Microsoft 365 is a global service that is consumed by many corporations and individuals. Most end users connecting to this service do not realize the great lengths Microsoft went through to ensure you can get to your data. In this blog post I will shed some light on Microsoft’s global architecture and show why monitoring is needed more than ever.
Microsoft has invested heavily in their cloud infrastructure to ensure that your data is readily available. Let us take a deeper look at how Exchange Online has evolved over the years. Exchange Online has many different frontend/backend systems that are crucial to how you connect to the service and consume data. All mailboxes in Microsoft 365 reside in a database availability group (DAG) and are replicated to datacenters in the same region that are geographically separated. Every mailbox has five copies spread out across multiple datacenters for maximum redundancy, Exchange Online Resiliency . This means that you could be accessing your data from any one of these datacenters so essentially, Microsoft brings you to your data.
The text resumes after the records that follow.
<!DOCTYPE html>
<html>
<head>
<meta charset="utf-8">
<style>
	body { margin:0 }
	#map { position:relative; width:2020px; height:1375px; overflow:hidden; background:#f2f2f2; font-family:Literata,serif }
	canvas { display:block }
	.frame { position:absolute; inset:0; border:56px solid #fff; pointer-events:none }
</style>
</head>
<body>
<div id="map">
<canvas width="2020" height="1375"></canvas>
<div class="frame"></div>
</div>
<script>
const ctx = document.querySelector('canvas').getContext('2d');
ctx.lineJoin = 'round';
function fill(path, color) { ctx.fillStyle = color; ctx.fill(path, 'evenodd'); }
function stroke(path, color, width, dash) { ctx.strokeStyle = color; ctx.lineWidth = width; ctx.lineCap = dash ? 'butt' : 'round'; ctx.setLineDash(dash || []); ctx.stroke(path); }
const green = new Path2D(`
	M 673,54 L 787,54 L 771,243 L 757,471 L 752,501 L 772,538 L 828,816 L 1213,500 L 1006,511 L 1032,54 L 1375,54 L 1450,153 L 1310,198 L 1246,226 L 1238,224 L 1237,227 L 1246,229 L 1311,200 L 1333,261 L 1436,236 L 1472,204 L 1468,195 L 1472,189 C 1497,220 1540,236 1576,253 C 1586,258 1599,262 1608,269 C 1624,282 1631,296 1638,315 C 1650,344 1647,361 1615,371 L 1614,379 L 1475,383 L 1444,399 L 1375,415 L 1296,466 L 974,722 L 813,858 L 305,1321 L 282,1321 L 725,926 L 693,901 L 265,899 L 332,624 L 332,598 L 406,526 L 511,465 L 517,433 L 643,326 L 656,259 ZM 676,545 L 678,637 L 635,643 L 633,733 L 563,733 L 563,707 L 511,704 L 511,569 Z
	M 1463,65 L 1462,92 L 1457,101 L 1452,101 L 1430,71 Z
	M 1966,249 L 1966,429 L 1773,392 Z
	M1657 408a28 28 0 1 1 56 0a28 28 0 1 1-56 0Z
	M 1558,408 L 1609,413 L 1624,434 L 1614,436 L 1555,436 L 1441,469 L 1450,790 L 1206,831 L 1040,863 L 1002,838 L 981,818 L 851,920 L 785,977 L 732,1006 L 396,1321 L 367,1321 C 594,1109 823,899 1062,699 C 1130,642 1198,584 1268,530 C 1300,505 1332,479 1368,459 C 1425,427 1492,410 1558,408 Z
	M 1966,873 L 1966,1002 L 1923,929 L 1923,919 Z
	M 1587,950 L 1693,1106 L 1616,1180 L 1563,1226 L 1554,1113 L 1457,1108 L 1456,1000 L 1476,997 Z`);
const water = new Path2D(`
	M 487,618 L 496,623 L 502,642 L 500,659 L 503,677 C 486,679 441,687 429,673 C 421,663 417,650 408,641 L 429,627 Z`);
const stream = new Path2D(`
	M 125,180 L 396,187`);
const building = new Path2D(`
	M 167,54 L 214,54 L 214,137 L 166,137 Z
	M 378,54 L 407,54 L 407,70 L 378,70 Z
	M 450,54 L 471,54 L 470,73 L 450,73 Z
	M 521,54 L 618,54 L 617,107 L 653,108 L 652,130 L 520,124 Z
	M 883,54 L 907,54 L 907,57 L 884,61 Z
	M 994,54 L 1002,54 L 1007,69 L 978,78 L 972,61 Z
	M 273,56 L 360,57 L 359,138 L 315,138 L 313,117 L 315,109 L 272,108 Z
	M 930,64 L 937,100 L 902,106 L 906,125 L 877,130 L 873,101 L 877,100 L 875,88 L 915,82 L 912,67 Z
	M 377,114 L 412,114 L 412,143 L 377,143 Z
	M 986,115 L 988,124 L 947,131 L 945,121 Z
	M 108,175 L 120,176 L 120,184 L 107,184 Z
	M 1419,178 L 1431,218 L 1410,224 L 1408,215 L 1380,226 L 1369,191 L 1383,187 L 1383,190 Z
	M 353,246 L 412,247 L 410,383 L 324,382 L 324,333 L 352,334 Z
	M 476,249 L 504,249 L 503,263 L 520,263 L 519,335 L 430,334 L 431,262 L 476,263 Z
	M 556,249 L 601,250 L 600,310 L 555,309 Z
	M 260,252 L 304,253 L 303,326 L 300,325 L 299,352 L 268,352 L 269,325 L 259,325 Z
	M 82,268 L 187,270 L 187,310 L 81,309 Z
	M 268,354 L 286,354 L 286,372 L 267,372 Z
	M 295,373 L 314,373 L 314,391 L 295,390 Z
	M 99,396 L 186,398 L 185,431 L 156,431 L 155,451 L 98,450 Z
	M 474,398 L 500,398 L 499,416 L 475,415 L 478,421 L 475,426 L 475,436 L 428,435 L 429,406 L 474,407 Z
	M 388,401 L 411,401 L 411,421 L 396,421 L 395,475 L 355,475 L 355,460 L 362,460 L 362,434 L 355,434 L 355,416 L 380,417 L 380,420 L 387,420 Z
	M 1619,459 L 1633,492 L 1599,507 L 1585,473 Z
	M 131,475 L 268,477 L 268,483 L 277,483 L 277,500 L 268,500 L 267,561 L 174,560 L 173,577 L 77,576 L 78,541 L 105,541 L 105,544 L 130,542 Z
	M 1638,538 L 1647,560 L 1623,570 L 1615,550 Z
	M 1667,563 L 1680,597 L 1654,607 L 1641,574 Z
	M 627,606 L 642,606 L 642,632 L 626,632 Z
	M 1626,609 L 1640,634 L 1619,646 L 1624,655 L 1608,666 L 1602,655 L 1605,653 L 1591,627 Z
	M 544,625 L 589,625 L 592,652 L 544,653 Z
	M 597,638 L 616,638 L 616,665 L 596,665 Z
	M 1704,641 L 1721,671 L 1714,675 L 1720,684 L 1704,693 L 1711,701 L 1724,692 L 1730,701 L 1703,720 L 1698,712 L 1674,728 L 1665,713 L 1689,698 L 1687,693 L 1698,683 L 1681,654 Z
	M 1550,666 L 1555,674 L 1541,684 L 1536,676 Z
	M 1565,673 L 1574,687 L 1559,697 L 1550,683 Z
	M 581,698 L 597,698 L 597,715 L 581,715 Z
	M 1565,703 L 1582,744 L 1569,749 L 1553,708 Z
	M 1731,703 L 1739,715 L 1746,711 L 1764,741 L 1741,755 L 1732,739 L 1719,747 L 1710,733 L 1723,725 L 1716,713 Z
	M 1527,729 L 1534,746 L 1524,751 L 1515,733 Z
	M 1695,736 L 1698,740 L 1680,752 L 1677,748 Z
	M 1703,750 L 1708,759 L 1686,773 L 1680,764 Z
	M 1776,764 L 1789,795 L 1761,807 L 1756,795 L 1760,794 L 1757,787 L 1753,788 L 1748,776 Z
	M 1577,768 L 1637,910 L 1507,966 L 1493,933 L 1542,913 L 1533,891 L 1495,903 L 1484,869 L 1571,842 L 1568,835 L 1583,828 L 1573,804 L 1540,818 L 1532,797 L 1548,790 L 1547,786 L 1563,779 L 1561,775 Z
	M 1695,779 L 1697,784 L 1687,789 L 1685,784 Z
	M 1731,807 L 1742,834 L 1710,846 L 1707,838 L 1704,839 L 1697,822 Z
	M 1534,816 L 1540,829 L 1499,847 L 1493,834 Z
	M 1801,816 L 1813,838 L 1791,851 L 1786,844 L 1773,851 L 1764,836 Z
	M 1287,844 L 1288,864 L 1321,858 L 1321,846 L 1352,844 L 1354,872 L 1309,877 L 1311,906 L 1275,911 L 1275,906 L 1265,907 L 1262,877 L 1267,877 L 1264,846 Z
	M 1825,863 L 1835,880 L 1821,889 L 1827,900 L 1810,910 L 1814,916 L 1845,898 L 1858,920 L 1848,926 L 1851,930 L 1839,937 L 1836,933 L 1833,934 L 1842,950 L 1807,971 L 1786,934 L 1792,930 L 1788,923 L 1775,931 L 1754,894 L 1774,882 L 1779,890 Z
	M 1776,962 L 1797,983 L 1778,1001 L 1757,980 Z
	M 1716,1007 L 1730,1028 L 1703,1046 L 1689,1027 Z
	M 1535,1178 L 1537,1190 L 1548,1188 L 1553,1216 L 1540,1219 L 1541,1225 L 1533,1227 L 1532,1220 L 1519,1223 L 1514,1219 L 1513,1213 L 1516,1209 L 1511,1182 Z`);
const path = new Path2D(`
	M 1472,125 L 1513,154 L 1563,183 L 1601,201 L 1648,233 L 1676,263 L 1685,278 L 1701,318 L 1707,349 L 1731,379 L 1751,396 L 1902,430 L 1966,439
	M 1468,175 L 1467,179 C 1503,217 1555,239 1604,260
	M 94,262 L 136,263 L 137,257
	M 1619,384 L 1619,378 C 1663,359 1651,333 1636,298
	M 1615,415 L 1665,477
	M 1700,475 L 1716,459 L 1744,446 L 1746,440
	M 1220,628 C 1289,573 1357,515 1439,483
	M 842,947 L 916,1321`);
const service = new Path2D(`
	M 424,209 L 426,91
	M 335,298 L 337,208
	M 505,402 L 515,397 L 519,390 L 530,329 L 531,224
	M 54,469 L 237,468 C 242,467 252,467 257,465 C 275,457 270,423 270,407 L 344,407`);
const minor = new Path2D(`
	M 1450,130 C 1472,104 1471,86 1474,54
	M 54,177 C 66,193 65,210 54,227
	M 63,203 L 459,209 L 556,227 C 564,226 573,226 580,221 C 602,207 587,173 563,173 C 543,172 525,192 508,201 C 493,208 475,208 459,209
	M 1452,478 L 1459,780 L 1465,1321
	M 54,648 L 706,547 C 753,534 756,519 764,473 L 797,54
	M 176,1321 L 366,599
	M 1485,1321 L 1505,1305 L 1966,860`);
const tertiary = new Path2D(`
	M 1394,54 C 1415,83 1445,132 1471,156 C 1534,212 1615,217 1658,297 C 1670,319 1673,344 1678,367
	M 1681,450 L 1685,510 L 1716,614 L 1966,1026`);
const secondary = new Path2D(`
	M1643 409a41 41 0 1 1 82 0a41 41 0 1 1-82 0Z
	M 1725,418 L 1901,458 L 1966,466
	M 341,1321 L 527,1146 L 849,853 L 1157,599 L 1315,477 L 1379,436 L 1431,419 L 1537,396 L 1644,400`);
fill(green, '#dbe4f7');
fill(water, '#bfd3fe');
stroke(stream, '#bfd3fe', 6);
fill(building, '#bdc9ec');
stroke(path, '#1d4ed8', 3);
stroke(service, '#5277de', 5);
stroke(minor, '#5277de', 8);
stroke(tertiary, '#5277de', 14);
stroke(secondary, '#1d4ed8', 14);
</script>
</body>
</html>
Even though users may share the same tenant and are accessing Microsoft 365 from the same location, their data could be physically located in different datacenters. This means that they are connecting to Microsoft’s network in different ways, using different network paths. Now with more and more people working from home, this adds more complexity for IT departments; end users are now using their own home networks to consume Microsoft 365 services. So, to truly understand the quality of service being delivered to end users, IT departments need to understand where their users are and where their data resides. Perfrax TrueDEM is the only solution on the market today that can provide this kind of in-depth visibility.
Most competitors rely on synthetic transactions only to monitor Microsoft 365. Even though synthetic M365 monitoring can provide some data on the service account’s mailbox, it relies on the use of APIs that an actual user does not use. The mailbox being used by the “robot” is a dedicated mailbox, meaning it is not tied to any real end user and this traffic could be going to another datacenter than the actual end users. This is also a waste of M365 licenses especially if you are performing multiple tests from more than one location.